あの時は仕方がなかったのだと言いたいが、黙っておくのが良いとセネカも学んでいる。
「まぁ向こうの子もちょっと変わっていたし、ギルドに貸しを作れたから良いけどね。でも、キトは疲れちゃったのかもしれないわよ?」
「それは、そうかも……」
「せっかくだし、今日は食事にでも誘ったら? みんなで行くのもいいけれど、たまにはキトとゆっくり話すのも良いんじゃない?」
「うん……。そうしてみようかな」
確かに気苦労をかけ過ぎていたように感じてきた。
「それじゃあ、今日は誘ってみるね」
「うん。それにキトが部屋を離れているのなら、動物がいないか【探知】してあげるわよ。まぁ本当にいたらもう気がついているはずだけど、念のためね」
「うん!」
セネカは立ち上がってマイオルに抱きついた。
「ルキウスも食事に行く?」
「うん。僕も一緒に労おうかな」
「それが良いかもね」
セネカは「マイオルも結構迷惑かけているような」と言いたくなったけれど、ぐっと言葉を飲み込んだ。

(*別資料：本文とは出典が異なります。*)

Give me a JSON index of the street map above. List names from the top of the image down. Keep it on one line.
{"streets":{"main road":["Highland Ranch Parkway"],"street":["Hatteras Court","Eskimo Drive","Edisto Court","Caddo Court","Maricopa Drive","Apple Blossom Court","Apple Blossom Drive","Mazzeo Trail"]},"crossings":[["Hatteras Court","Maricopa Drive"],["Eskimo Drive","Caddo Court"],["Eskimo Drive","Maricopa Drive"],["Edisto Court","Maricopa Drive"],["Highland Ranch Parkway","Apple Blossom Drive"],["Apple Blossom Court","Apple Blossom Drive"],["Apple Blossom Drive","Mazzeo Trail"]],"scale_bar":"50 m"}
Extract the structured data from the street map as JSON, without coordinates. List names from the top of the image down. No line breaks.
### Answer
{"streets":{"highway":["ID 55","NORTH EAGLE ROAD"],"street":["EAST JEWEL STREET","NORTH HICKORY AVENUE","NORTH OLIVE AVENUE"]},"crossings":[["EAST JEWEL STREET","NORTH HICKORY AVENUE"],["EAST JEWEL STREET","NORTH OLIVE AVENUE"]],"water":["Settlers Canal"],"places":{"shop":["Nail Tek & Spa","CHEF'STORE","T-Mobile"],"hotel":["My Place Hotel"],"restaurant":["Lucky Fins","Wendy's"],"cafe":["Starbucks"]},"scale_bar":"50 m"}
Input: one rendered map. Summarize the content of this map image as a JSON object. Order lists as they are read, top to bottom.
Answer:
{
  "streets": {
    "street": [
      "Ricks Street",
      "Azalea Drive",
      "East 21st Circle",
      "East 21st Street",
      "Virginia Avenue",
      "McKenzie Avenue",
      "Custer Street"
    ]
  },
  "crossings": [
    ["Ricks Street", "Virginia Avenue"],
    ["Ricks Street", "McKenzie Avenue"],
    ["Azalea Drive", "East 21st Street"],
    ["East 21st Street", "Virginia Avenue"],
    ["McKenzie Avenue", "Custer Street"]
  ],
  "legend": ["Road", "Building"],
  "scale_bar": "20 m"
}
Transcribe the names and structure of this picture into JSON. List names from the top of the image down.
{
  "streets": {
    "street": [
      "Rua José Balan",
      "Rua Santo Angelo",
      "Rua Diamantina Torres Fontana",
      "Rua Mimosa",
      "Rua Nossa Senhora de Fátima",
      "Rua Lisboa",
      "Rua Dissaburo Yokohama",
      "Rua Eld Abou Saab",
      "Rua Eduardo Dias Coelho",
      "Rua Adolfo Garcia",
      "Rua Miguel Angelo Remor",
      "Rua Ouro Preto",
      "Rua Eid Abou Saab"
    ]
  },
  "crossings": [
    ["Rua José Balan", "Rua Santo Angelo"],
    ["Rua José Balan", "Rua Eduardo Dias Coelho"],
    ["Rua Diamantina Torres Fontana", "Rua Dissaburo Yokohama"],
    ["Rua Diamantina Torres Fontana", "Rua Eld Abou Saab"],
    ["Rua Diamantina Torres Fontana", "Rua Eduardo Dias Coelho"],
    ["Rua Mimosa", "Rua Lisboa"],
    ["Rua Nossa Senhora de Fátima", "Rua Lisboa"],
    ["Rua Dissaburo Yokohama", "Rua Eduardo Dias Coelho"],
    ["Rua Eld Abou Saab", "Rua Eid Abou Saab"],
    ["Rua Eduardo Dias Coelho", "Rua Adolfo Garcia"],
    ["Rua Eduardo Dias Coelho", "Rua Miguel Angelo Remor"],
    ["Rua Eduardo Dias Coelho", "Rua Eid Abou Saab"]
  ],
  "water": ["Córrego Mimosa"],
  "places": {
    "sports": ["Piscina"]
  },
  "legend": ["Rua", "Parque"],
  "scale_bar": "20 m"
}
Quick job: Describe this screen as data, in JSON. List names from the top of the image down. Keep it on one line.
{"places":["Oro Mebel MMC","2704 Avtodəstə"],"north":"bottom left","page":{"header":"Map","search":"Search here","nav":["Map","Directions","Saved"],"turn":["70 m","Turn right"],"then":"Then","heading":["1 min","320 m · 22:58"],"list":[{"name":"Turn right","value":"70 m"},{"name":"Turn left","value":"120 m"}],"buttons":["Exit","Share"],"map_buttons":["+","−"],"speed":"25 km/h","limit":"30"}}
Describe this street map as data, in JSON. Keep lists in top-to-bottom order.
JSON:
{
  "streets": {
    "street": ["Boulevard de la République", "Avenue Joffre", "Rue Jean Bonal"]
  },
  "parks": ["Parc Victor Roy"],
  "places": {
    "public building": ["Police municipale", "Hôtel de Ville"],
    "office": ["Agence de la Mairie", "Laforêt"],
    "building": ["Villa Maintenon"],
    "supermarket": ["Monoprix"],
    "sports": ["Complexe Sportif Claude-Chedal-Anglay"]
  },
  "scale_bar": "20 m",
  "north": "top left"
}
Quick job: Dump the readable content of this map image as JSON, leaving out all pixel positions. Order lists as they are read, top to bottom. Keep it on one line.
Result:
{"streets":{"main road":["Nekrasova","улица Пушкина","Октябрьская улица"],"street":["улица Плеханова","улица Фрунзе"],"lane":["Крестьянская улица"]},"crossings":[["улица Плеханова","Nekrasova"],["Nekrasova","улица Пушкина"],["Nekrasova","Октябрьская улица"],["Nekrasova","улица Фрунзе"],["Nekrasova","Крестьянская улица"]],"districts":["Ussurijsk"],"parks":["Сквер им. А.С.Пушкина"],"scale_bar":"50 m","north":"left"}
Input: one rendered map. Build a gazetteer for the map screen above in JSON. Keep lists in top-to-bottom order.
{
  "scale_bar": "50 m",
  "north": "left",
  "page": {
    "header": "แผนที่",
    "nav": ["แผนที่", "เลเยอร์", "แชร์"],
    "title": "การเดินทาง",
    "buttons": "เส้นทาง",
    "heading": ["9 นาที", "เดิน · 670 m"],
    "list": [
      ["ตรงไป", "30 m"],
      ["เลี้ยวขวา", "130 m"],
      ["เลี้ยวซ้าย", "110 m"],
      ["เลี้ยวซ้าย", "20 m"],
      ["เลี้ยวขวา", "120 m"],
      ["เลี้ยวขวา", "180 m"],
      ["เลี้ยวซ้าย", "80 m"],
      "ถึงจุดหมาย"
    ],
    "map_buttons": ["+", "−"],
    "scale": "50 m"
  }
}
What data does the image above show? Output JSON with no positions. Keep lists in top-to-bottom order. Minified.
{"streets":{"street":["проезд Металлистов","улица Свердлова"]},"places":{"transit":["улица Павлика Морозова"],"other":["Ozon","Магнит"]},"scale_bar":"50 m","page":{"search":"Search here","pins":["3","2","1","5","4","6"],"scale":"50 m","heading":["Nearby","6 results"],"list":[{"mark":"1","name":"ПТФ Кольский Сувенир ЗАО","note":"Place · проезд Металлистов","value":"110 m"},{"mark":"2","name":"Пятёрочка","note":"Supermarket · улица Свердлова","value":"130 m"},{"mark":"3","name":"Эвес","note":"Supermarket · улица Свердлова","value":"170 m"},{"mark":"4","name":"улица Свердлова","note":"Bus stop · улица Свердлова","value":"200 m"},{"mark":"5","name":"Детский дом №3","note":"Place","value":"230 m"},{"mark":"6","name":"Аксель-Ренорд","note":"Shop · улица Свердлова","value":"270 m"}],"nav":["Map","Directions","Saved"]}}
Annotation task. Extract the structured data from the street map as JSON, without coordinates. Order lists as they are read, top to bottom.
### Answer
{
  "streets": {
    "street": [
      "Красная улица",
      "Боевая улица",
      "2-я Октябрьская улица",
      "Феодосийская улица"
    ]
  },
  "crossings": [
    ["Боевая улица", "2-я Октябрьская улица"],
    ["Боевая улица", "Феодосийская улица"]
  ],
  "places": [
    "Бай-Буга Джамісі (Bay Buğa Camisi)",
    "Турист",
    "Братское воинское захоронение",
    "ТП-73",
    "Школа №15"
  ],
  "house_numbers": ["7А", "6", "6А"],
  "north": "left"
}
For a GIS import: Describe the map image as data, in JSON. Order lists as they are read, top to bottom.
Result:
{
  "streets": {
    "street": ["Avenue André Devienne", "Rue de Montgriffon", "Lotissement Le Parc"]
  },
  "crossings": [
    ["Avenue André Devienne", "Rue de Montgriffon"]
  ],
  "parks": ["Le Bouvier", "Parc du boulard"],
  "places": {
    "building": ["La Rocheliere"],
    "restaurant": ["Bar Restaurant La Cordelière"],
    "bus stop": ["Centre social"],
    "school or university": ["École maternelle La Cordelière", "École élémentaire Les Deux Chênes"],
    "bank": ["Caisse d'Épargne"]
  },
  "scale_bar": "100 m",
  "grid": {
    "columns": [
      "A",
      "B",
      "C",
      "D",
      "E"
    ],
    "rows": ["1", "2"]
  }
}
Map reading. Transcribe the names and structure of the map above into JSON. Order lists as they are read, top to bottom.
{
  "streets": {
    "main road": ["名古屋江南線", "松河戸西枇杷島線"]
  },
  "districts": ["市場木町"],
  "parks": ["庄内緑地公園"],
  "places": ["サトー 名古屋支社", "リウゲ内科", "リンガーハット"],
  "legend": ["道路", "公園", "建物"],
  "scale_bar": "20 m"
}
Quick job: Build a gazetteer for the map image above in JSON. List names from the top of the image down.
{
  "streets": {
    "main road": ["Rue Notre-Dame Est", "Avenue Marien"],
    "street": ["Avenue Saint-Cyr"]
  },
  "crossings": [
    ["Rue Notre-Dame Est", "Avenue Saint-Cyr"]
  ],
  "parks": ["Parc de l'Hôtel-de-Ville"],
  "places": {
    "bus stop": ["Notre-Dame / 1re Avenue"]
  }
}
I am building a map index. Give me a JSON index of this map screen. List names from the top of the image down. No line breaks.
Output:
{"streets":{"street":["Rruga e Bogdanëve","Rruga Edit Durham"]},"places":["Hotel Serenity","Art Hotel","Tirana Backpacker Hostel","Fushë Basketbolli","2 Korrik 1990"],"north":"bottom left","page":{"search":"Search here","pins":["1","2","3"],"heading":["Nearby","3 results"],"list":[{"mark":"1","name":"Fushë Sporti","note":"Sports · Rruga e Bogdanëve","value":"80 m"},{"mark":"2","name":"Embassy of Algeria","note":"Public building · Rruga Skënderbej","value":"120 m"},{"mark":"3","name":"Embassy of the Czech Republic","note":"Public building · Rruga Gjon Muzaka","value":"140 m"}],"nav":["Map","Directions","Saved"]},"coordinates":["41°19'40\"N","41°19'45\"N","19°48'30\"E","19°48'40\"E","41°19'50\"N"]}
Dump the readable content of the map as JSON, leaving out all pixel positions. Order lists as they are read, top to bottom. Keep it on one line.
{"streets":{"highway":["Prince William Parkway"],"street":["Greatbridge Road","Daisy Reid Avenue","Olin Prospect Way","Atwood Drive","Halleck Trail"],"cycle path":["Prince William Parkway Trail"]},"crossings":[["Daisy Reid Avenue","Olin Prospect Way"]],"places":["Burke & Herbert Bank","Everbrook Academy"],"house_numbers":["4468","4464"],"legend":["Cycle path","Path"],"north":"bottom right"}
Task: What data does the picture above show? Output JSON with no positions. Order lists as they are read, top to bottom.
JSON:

よく我慢したと自分の成長を讃える気持ちが湧いてくる。
「それじゃあ、ちょっと声をかけてくるね」
そんな風に話してからキトを誘うと快諾してくれた。
食事の最中もキトはご機嫌で、そこまで消耗しているようには見えなかった。 この前のことや日頃の感謝をルキウスと主に伝えたけれど、キトはいつもと変わらない様子だった。
そして帰宅してからマイオルに聞いたが、やはりキトが何かを飼い始めたという訳でもなさそうだった。
それなのにキトの独り言は止まらなかった。
次の日も、その次の日も……。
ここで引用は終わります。